Action item:
The entries follow. Copy every line in which "lineWidth" appears.

---

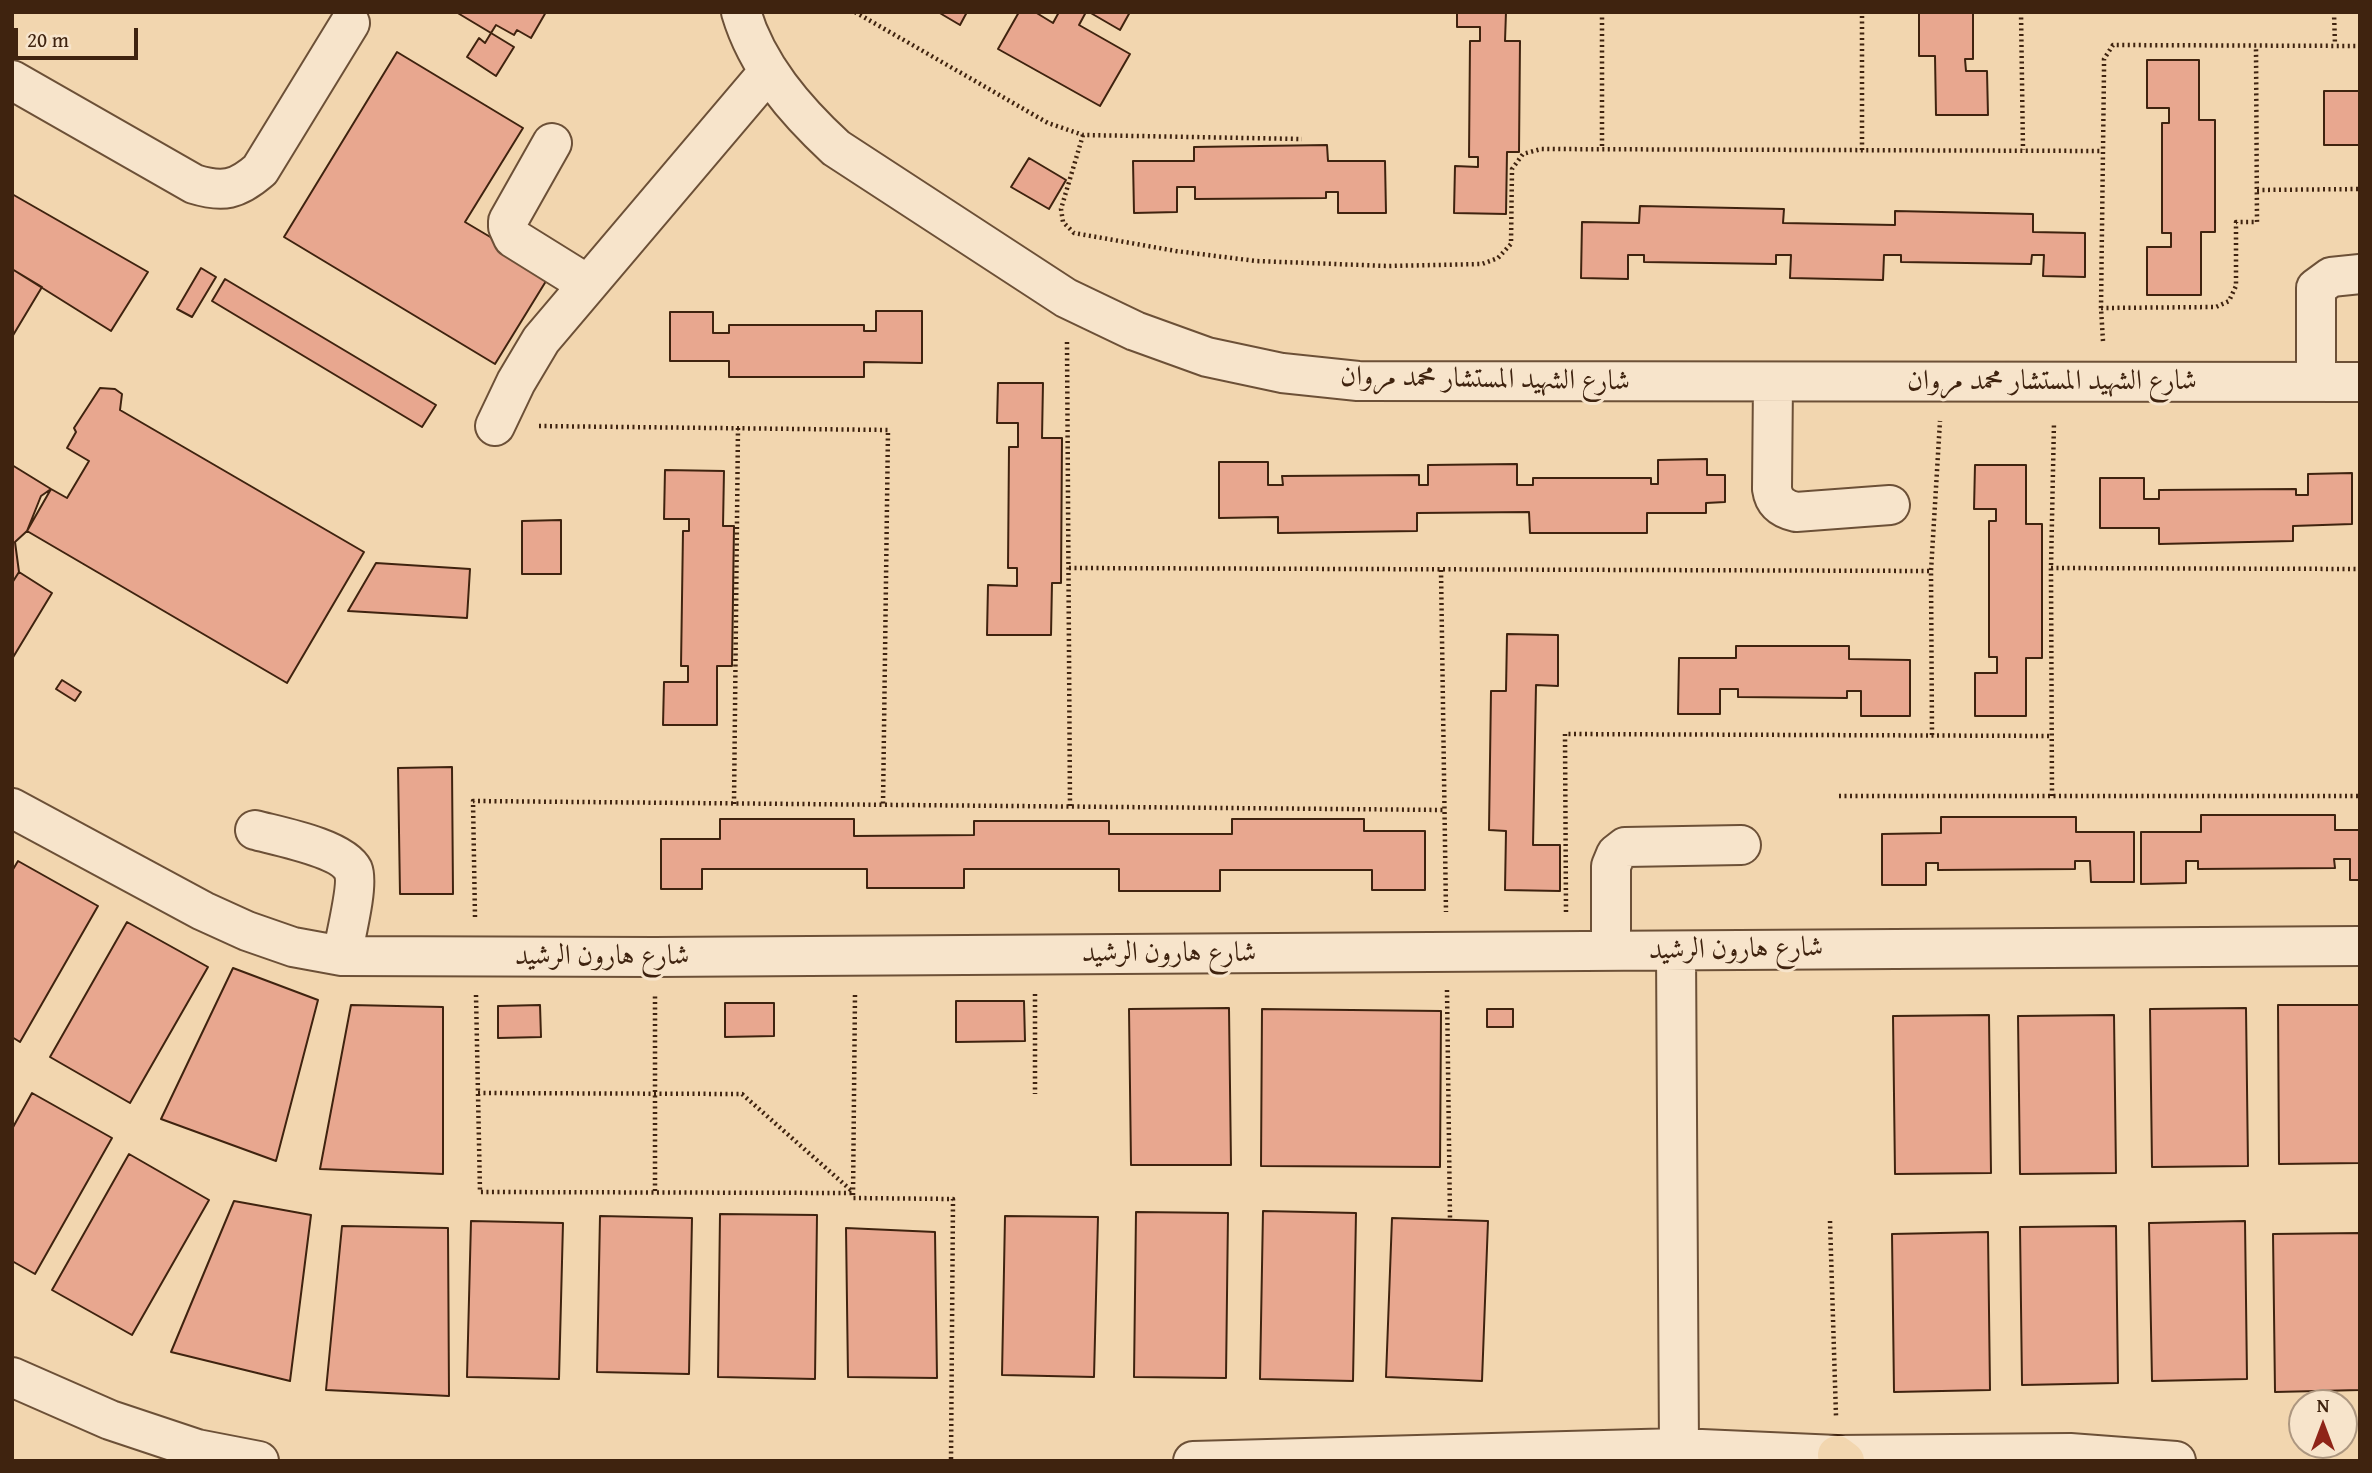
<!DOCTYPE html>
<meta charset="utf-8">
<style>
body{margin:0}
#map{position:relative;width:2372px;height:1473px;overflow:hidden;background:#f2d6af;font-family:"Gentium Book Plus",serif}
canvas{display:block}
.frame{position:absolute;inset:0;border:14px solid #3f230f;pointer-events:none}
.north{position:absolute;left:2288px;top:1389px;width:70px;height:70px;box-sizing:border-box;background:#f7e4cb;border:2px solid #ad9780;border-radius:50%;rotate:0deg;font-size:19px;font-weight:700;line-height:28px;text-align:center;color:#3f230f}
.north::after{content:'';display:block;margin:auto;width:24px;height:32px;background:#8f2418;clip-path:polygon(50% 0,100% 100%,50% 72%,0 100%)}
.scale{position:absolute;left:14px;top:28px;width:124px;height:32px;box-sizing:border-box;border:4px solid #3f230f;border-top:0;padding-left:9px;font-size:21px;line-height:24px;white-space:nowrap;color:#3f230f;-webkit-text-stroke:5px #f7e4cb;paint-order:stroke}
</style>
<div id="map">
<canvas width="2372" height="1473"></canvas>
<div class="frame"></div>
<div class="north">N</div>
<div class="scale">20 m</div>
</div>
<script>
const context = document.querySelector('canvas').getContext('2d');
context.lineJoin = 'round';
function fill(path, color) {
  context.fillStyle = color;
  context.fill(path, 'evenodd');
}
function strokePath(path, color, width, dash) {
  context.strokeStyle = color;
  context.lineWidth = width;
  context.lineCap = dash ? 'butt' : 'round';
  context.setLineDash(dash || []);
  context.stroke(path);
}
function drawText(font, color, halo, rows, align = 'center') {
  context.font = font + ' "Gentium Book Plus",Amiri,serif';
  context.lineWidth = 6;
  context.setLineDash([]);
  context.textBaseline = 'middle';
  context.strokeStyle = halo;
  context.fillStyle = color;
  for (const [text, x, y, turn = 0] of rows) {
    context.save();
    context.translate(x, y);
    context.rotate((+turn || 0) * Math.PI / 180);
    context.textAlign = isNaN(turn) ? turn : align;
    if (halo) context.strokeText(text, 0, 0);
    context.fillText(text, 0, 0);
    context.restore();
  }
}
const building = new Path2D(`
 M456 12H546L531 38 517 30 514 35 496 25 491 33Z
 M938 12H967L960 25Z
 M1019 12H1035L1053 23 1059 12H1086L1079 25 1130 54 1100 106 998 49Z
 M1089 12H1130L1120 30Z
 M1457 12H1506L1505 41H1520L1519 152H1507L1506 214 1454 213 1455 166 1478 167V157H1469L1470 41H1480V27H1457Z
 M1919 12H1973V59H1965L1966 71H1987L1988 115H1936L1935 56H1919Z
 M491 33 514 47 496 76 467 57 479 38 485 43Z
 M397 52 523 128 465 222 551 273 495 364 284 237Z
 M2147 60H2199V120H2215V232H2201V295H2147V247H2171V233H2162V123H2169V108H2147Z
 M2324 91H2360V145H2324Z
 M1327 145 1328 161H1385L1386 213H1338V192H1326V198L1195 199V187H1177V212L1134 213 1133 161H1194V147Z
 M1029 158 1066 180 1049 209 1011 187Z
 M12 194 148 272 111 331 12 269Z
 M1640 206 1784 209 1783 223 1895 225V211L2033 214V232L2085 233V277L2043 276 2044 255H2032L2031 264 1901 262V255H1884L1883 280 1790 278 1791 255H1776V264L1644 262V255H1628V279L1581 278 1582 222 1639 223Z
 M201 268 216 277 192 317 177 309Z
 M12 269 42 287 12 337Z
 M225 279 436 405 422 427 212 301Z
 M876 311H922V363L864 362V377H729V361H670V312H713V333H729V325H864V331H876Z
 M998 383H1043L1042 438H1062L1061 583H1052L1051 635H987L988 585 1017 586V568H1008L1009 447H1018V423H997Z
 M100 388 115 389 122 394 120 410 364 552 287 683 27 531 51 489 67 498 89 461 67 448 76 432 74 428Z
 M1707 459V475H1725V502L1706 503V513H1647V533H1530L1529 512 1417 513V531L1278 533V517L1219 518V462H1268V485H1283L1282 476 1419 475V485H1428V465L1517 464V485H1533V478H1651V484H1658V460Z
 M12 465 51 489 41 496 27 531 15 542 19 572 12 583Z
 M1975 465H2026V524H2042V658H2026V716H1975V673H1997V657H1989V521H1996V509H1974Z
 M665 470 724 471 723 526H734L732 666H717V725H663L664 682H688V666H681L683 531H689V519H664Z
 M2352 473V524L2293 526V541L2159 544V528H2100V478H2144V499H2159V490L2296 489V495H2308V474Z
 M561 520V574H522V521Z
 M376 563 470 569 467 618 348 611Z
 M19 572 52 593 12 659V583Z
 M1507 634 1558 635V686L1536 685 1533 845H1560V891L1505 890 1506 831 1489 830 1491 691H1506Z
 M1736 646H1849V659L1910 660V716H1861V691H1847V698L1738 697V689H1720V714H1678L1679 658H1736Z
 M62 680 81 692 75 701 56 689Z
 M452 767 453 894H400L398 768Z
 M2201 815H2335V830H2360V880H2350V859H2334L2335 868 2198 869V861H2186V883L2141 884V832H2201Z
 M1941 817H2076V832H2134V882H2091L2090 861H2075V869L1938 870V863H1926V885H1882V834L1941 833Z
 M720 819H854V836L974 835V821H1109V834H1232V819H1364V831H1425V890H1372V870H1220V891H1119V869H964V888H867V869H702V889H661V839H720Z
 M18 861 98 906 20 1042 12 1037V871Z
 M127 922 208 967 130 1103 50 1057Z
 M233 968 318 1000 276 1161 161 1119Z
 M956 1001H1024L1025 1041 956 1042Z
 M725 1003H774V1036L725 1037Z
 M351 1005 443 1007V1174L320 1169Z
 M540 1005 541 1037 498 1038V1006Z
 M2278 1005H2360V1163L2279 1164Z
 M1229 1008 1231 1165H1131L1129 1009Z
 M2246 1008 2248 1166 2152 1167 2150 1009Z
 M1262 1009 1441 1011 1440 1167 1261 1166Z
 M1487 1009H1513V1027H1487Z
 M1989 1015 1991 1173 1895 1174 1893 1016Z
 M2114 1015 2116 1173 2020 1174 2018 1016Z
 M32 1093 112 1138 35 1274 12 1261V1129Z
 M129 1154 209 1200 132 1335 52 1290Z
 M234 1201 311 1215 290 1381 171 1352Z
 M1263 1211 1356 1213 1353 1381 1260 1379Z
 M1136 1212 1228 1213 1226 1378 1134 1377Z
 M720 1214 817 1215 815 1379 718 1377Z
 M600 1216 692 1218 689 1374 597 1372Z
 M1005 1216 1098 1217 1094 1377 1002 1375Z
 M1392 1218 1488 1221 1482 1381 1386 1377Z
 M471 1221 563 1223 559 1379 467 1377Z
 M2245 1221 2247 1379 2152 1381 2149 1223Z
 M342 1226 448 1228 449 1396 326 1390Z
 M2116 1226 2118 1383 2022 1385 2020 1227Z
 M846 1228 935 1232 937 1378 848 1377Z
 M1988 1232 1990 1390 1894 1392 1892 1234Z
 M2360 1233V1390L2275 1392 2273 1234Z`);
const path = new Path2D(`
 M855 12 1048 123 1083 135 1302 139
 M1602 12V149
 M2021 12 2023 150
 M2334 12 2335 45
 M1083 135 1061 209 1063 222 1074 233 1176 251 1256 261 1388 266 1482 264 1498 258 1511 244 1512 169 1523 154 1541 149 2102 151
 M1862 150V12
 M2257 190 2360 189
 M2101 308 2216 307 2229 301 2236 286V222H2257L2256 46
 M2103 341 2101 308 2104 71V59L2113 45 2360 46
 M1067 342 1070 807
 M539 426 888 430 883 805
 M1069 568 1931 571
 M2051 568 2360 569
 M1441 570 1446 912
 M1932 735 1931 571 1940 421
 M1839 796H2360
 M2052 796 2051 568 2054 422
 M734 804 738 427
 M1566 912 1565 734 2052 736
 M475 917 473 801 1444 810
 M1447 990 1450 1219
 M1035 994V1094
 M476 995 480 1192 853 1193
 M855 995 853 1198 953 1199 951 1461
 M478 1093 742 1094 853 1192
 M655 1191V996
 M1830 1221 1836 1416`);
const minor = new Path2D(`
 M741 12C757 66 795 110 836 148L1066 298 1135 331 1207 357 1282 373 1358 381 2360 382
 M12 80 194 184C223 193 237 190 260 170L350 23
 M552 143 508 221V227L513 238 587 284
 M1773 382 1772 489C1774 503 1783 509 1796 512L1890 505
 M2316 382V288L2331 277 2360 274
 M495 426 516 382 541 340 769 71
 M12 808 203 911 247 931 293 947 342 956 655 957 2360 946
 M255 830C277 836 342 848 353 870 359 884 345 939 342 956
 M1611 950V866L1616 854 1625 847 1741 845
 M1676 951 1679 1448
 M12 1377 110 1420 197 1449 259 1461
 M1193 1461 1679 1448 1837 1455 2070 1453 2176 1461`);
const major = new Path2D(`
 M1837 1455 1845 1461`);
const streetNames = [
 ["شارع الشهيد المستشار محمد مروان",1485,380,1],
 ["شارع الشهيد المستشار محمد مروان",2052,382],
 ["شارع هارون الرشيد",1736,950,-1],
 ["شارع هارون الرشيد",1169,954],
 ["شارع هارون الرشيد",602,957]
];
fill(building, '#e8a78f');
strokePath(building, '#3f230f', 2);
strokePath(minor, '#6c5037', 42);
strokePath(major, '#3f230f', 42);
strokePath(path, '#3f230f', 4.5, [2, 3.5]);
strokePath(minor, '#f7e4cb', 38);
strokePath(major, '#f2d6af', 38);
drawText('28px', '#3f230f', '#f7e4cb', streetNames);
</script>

---

Written response:
  context.lineWidth = width;
  context.lineWidth = 6;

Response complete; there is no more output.